## TASK DATA

------------------------------------------------

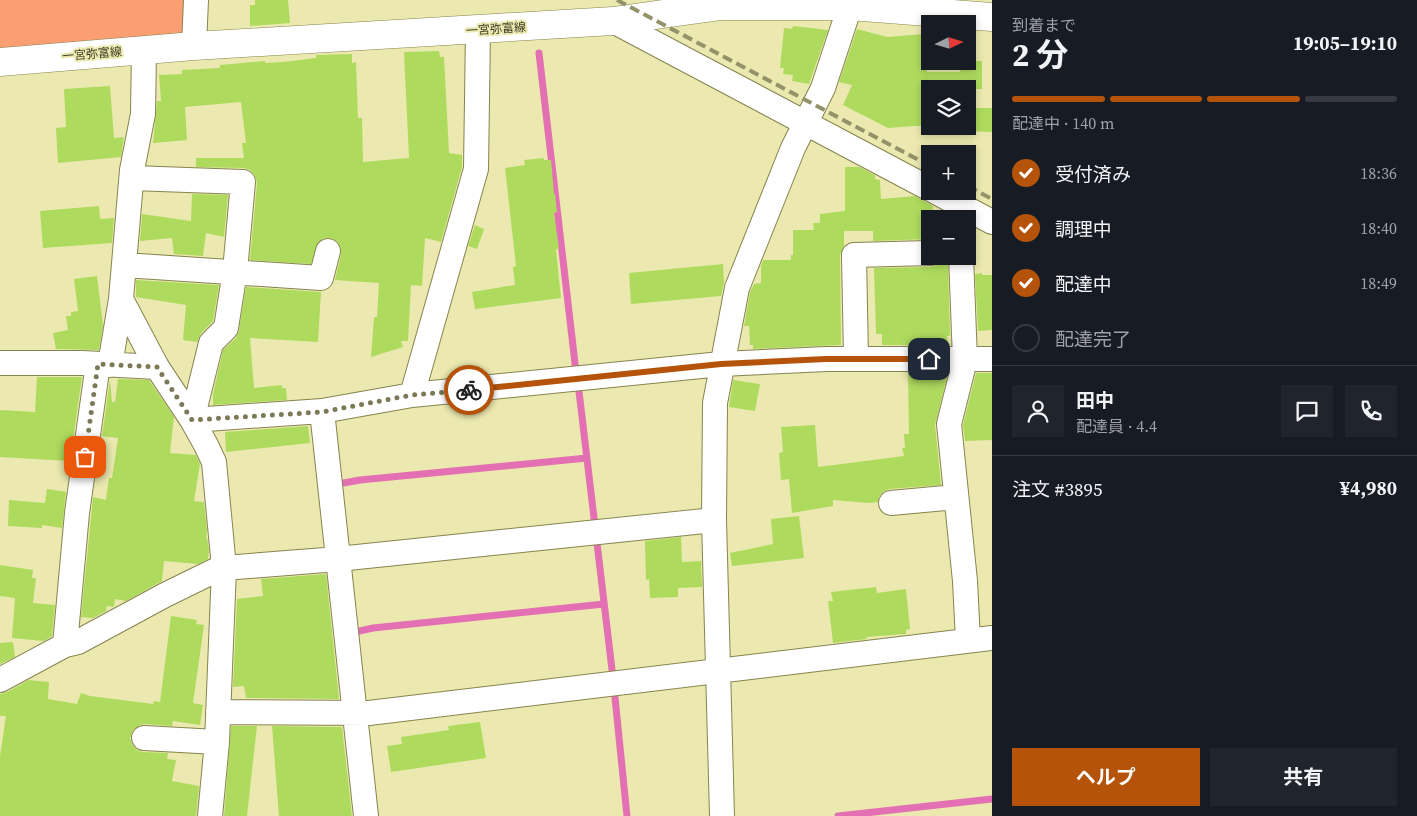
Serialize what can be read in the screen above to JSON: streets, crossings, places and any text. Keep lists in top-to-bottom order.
{
  "streets": {
    "main road": ["一宮弥富線"]
  },
  "north": "right",
  "page": {
    "heading": ["2 分", "到着まで", "19:05–19:10"],
    "panel": [
      "田中",
      "配達員 · 4.4",
      "注文 #3895",
      "¥4,980"
    ],
    "map_buttons": ["+", "−"],
    "bar": "配達中 · 140 m",
    "list": [
      ["受付済み", "18:36"],
      ["調理中", "18:40"],
      ["配達中", "18:49"],
      "配達完了"
    ],
    "buttons": ["ヘルプ", "共有"]
  }
}
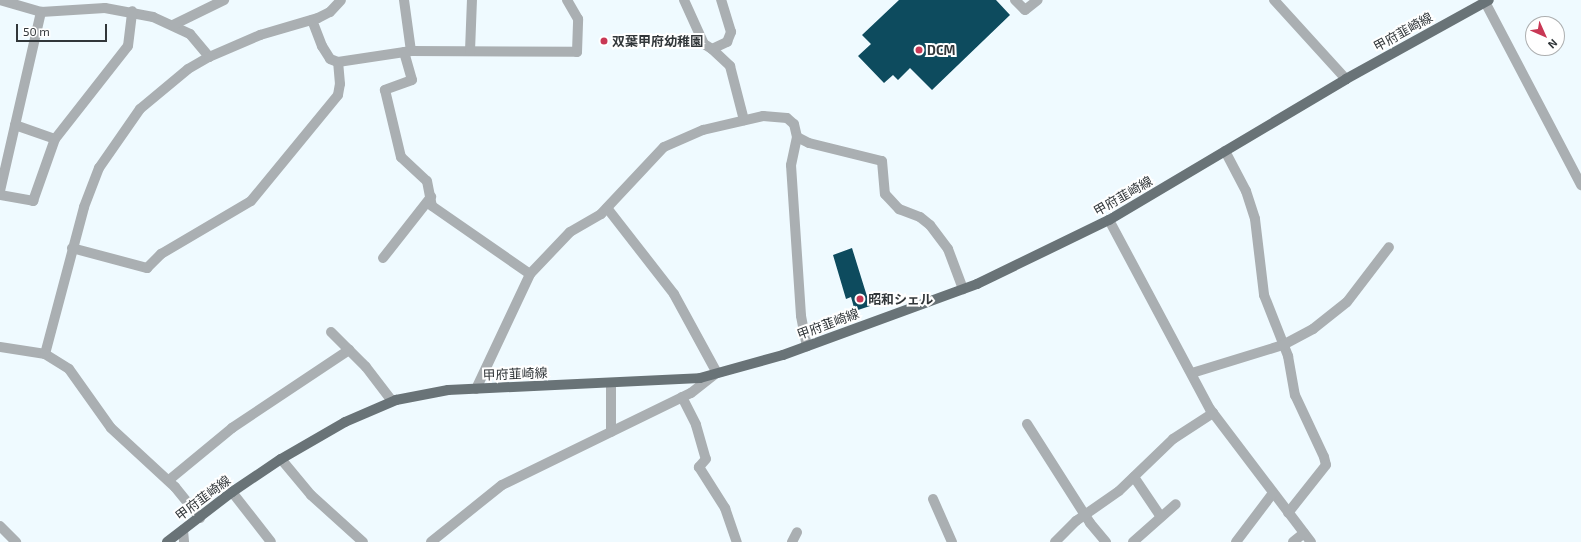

------------------------------------------------

## WORK INSTRUCTIONS
Since the listing holds pictures, return everything else in it exactly and omit those.

## FINISHED EXERCISE
Serialize what can be read in the screen above to JSON: streets, crossings, places and any text. Keep lists in top-to-bottom order.
{
  "streets": {
    "main road": ["一宮弥富線"]
  },
  "north": "right",
  "page": {
    "heading": ["2 分", "到着まで", "19:05–19:10"],
    "panel": [
      "田中",
      "配達員 · 4.4",
      "注文 #3895",
      "¥4,980"
    ],
    "map_buttons": ["+", "−"],
    "bar": "配達中 · 140 m",
    "list": [
      ["受付済み", "18:36"],
      ["調理中", "18:40"],
      ["配達中", "18:49"],
      "配達完了"
    ],
    "buttons": ["ヘルプ", "共有"]
  }
}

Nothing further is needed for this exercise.